There are obvious questions raised by the SLFP split: Why did the liberal-reformist faction in Government/State do so badly while the populist-nationalist faction in the Opposition do so well?
Why did the official SLFP, with all the advantages of office including the Presidency fail, while the SLPP-JO with none of them, succeed? Why did the SLFP/UPFA’s August 2015 voters shift as a bloc to Mahinda Rajapaksa who is not even the Opposition Leader and cannot run for the Presidency next year?
Why did the SLFP voter not stay with the incumbent President who is also the leader of their party? Why did the Attanagalle SLFP voter not stay loyal to the two-term former President and daughter of the legendary SLFP founder and the first woman Prime Minister?
The answer is that subaltern affiliation of the SLFP with the Ranilist UNP is anathema to the SLFP vote-base, which is overwhelmingly Sinhala and broadly nationalist.
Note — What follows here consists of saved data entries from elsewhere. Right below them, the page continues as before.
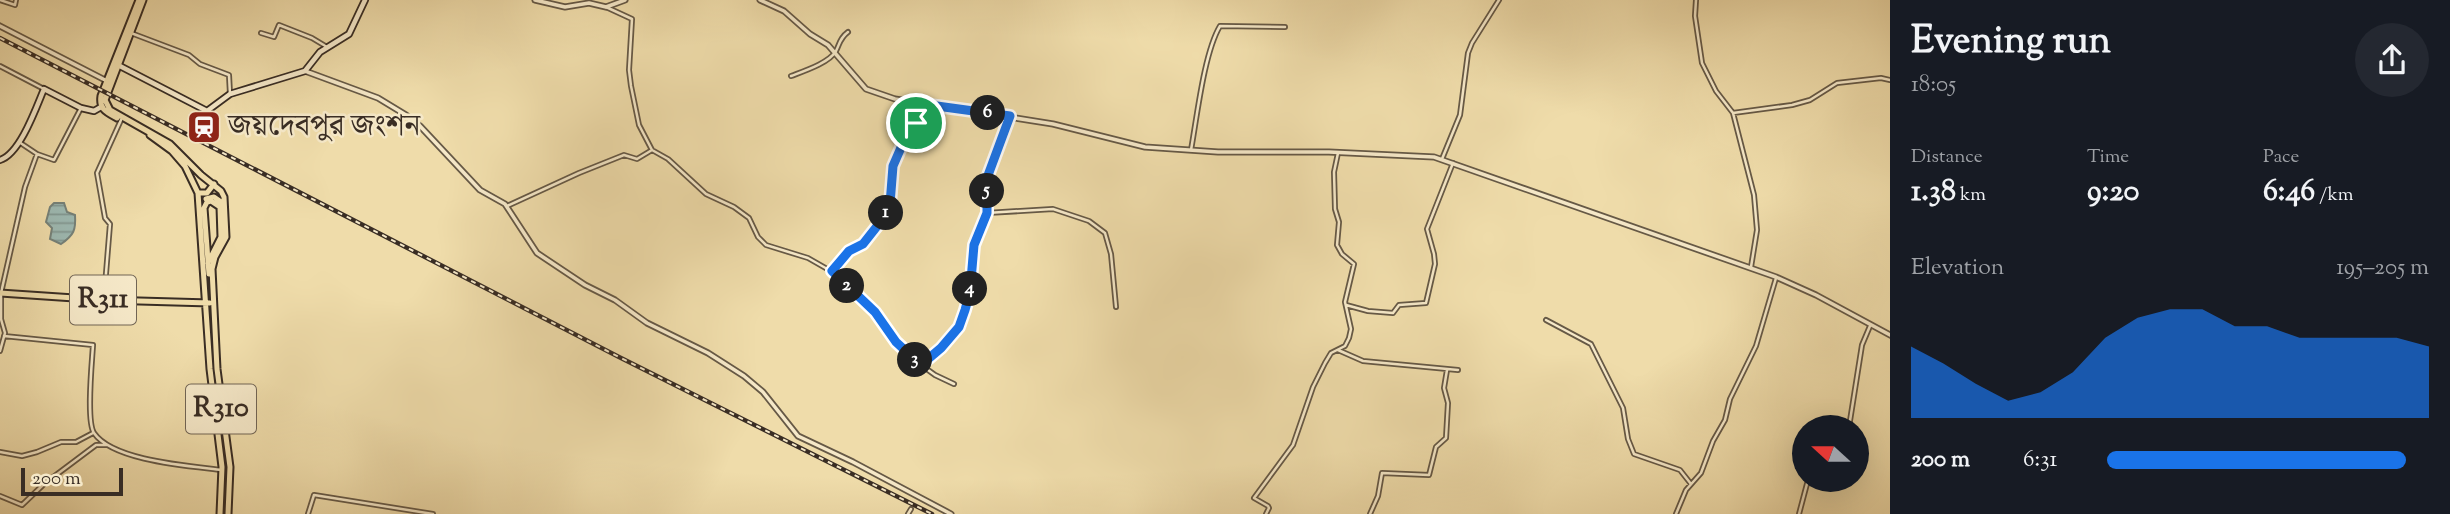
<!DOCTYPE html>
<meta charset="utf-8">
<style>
:root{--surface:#171b24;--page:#242831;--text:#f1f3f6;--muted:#9ea1a6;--accent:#1a73e8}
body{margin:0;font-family:"Sorts Mill Goudy","Noto Serif Bengali",serif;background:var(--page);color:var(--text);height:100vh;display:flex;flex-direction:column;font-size:26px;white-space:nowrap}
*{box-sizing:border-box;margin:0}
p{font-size:23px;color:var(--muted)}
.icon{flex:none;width:38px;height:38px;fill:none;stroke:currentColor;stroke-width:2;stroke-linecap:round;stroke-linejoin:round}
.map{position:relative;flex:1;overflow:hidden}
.panel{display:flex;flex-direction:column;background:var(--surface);width:560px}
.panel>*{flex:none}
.needle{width:46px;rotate:291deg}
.buttons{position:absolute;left:1792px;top:415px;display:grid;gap:14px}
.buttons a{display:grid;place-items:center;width:77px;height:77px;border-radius:50%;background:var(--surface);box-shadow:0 7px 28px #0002;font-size:35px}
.scale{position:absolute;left:21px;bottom:18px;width:102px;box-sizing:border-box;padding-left:7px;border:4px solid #392d24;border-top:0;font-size:19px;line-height:24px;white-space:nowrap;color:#392d24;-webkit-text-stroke:5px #f5e8c8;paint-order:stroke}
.pin{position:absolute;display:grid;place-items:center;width:60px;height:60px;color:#fff;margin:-30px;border:4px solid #fff;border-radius:50%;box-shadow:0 2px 7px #0007}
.km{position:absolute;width:35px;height:35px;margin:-18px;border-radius:50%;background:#222;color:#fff;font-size:19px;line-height:35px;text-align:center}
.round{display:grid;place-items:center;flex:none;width:74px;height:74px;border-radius:37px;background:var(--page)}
.headline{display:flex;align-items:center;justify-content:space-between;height:119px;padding:0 21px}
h1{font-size:38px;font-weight:700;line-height:52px}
.metrics{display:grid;grid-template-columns:repeat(3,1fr);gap:10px;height:119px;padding:7px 21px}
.metrics div{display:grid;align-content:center}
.metrics b{font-size:30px;font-weight:700}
.metrics small{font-size:19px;font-weight:400}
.metrics p{font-size:19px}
.chart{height:196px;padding:14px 21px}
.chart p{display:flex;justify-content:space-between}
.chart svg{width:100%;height:126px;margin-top:7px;fill:var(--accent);opacity:.7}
ul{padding:0 21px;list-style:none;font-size:23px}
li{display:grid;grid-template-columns:112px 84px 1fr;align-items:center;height:52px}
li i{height:18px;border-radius:9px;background:var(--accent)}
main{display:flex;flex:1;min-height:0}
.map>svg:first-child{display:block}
.water{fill:url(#water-rules);stroke:#758179;stroke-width:2}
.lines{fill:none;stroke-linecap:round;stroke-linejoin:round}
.minor-casing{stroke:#665946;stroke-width:6}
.tertiary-casing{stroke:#665946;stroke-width:7}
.secondary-casing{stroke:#392d24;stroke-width:8}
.primary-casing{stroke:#392d24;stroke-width:9}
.minor{stroke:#f5e8c8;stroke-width:2.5}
.tertiary{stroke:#f5e8c8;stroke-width:3.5}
.secondary{stroke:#f5e8c8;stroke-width:4.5}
.primary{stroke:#efdcaa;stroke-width:5}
.rail-casing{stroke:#392d24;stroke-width:4.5}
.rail{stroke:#f5e8c8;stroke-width:2;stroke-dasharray:5;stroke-linecap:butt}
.route-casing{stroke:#fff;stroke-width:14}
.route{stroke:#1a73e8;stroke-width:9}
.labels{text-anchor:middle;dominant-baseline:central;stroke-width:5;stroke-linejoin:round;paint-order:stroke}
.shield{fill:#f5e8c8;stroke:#716555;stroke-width:2}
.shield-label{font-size:28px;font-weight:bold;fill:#392d24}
.poi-label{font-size:30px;fill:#392d24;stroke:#f5e8c8;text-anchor:start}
</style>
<main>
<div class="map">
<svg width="1890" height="514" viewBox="0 0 1890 514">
<defs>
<pattern id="water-rules" width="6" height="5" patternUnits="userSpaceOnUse" patternTransform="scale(1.75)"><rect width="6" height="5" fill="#9db9b2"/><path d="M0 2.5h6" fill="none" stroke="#819791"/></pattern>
</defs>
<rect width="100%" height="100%" fill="#efdcaa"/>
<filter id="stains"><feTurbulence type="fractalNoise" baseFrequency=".00286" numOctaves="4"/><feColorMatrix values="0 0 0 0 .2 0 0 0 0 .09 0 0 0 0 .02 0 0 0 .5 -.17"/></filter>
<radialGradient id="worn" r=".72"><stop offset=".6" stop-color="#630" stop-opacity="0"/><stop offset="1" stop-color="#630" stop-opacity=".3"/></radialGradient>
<path class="water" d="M54 203H64L67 212 75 215C76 230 74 235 61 244L50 239 52 228 46 222 50 207Z"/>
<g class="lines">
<g class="minor-casing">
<path id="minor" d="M0 0 15 5 16 0
M1696 0 1695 16 1702 63 1716 91 1733 113 1754 195 1757 230 1751 267
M606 7 632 19 629 70 631 86 639 125 652 150 668 159 706 194 734 207 749 218 758 237 766 245 808 258 836 274 875 312 896 342 917 362 935 375 954 384
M131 33 189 55 200 64 229 75 230 94
M261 33 274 37 279 25 312 38 327 47
M0 66 44 89
M791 76C804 71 829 63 836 51 840 43 840 38 848 32
M1733 113 1792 105 1810 100 1837 83 1881 78 1890 80
M19 142 37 154 54 160 81 108
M1191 150C1197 117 1204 53 1220 26L1285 27
M1442 159 1460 115 1468 53 1472 43 1499 0
M507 206 579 173 624 155 637 159 652 150
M987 213 1053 209 1089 221 1105 233 1111 254 1116 307
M832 271 849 251 863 244 882 220 890 204 893 166 903 143 915 136 918 131 915 103
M104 298 110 224 105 218 97 173 121 120
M1346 305 1368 311 1393 313 1399 305 1426 303 1435 264 1434 254 1427 229 1453 163
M1546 320 1591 344 1623 408 1628 439 1634 454 1680 470 1691 484
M4 336 93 345C92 362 86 421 94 433 113 461 190 466 222 470
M1338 350 1363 361 1458 370
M0 351 5 333 1 319V293L25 187 37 154
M921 365 941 348 959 327 970 291 974 245 987 213V178L1009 117
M1828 427H1849L1862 345 1870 326
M0 452 22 456 37 452 61 442H76L93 433
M0 496 22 505 44 484 96 445H106
M308 514 314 495 433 514
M908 514 911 509
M1266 514 1269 508 1268 506 1254 498 1293 445 1313 387 1325 363 1331 353 1345 346 1349 338 1351 329 1345 302 1354 264 1342 254 1337 245 1339 222 1335 209 1334 172 1338 153
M1370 514 1378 496 1382 473 1429 475 1436 447 1446 438 1448 403 1444 388 1447 370
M1676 514 1686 490 1701 473 1713 441 1725 420 1730 399 1756 346 1776 278
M1799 514 1808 480"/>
</g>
<g class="tertiary-casing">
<path id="tertiary" d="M535 0 565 7 589 3 606 7 625 0
M760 0 784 11 810 34 828 45 866 89 895 99 1053 124 1145 147 1218 152H1329L1434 157 1776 277 1816 295 1890 335
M0 26 107 81
M305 71 378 98 406 115 420 126 480 190 505 204 537 253 585 285 615 300 647 323 708 353 744 376 763 392 798 436 853 462 951 514"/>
</g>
<g class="secondary-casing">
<path id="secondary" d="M116 64 207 111 230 94 305 71 320 52 349 34 365 0
M0 160C20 154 36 108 44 89L81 108 94 111 101 107"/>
</g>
<g class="primary-casing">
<path id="primary" d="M143 0 105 100 110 110 170 144 201 175 221 191 224 197 226 237 215 257 212 269 217 369 230 467 228 514
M117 118C106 112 99 109 101 96L139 0
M150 135 172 151 185 166 198 193 210 369 222 467 220 514
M198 193H207L214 184
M206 199 214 197 224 204
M208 263 221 237 220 207 211 201 207 202 204 208 209 274
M0 293 104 300 210 303"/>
</g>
<use href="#minor" class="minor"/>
<use href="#tertiary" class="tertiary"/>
<use href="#secondary" class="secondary"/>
<use href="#primary" class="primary"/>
<g class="rail-casing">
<path id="rail" d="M0 38 619 357 932 514"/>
</g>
<use href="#rail" class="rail"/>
</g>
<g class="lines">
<g class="route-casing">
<path id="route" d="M915 103 1010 116 987 178V213L974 245 970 292 965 310 959 327 941 348 921 365 896 342 875 312 832 271 849 251 863 244 882 220 890 204 893 166 903 143 915 136 918 131Z"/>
</g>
<use href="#route" class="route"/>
</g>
<defs>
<g id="station-square" transform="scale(1.75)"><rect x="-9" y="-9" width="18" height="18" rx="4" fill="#8f2418" stroke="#f5e8c8"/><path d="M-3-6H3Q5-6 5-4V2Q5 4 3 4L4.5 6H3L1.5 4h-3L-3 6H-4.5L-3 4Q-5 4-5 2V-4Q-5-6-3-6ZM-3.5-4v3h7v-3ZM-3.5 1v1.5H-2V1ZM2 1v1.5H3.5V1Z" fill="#fff"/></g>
</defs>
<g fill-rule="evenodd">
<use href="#station-square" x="204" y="127"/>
</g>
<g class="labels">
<g class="shield">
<rect x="70" y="275.5" width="66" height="49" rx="5"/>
<rect x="186" y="384.5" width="70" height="49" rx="5"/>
</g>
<g class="shield-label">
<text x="103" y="300">R311</text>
<text x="221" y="409">R310</text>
</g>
<g class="poi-label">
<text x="228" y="127">জয়দেবপুর জংশন</text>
</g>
</g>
<rect width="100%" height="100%" filter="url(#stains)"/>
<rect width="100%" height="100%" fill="url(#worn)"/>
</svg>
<div class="buttons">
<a><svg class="needle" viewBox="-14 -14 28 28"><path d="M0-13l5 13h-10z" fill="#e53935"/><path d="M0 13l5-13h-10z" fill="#9ea1a6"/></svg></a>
</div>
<div class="scale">200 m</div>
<div class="pin" style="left:916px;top:123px;background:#1e9e55"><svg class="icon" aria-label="arrive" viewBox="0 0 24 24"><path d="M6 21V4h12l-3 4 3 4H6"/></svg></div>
<b class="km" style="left:886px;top:213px">1</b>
<b class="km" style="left:847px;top:286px">2</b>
<b class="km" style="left:915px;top:360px">3</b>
<b class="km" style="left:970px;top:289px">4</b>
<b class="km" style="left:987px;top:191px">5</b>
<b class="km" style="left:988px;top:113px">6</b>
</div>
<section class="panel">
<div class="headline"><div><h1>Evening run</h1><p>18:05</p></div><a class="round"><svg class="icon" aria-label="share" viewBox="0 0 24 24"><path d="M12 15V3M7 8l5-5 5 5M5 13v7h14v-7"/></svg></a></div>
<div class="metrics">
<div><p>Distance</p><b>1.38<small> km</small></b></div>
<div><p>Time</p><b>9:20</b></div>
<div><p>Pace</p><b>6:46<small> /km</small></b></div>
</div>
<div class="chart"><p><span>Elevation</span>195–205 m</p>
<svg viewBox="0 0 160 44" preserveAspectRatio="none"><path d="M0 44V19L10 25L20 32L30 38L40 35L50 28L60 16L70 9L80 6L90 6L100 12L110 12L120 16L130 16L140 16L150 16L160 19V44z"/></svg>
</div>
<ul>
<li><b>200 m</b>6:31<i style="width:93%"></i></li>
</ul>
</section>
</main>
That partnership gutted the SLFP, the President’s political power-base.
Flying in the face of survival instinct, the UNP opted to retain Mr Wickremesinghe as its leader, and the SLFP’s Chandrika faction opted to remain in alliance with him. Why so?
The strategic value of this island is high in the context of the competition between the US-India-Australia-Japan Quartet’s “Indo-Pacific Project” on the one hand, and the China-Russia strategic alliance’s “OBOR-Greater Eurasia” project on the other.
And there must be some of that bond scam money sloshing around or black money coming in
Then there is the ideological factor, a matter of social psychology. The Ranilian UNP is not dominated by classic bourgeois values and virtues, liberal or conservative—thus the dissent expressed by Vasantha Senanayake, Pradip Jayewardene, Navin Dissanayake and Rajiva Wijesinha.
The UNP is currently dominated by a stratum of political and economic Neoliberals branded (even proudly tattooed by themselves) as the “Toiyyas”, while the opposing Rajapaksa camp is trashed and trolled as the “Baiyyas”.
I find it impossible to translate either term—I am guessing that “Baiyyas” means plain folk (or rustics)–but “Toiyyas” is an updated version of the 1950s term “thuppahi” which is an update of an earlier epithet, “Kalu suddhas”.
The closest rendition in the English language would be Philip Gunawardena’s Leftist label of “Rootless Cosmopolitans”, a social stratum which the Sinhala-Buddhist nationalist L.H. Mettananda referred to as a “microscopic minority”.
Writing in the Ceylon Observer Magazine edition of May 1967, my father Mervyn de Silva commented on the same sociological phenomenon:
“The Western-oriented Ceylonese is the perfect pasticheur. He is the intellectual counterpart of the Japanese manufacturer—he will copy anything or anybody.”
While the Cabinet mini-reshuffle has set off a chorus of jeers from the media and society, it has a dark dimension. During the election campaign, Sujeeva Senasinghe et al threatened the voters with a return to the UNP of the 1970s and 1980s.
The transfer of Law and Order to Prime Minister Wickremesinghe (or Field Marshal Fonseka) sets up a hard-power node in the System potentially rivalling the President, and augurs a more confrontational approach.
The UNP will confront not only the JO-SLPP but also the SLFP, and crackdown on protest movements headed by the JVP and/or the FSP.
The prospect is a classic situation of a Government in decay and decline. As the examples of Russia’s Putin and Turkey’s Erdogan demonstrate, the national electoral response to a pro-Western, cosmopolitan, elitist Establishment’s rot and repression, is the retaliatory fusion of Statism, Populism and Alt-Something.
What is the likelihood that Mahinda’s Pohottuwa, which scored 45% on its first outing, in several months, will be unable to top it up with 5% and vault the 50% mark in the coming elections?
How difficult can this be when it is suctioning SLFP votes and those are down to 13% of which 5% can slide easily to Mahinda? If the SLFP remains in coalition with Ranil’s UNP, how long will it be before it fights the JVP for third place?
The augmentation of Mr Wickremesinghe’s ‘hard power’ will polarize society and dialectically summon up its nemesis. The natural, irresistible, organic convergence of SLPP-JO plus SLFP-UPFA vote bases (45% +13%) is underway. But that isn’t all. Already the mood is shifting in Sri Lankan society.
It is waiting with a mix of patience and restlessness, for the return of Mahinda’s leadership, but also something else. I sense a public in ferment, across classes. Society is waiting for ‘MR Plus’: Mahinda’s magnetic Center-Left Populism, upgraded and ‘weaponized’ to finish strong, with an Alt-Something.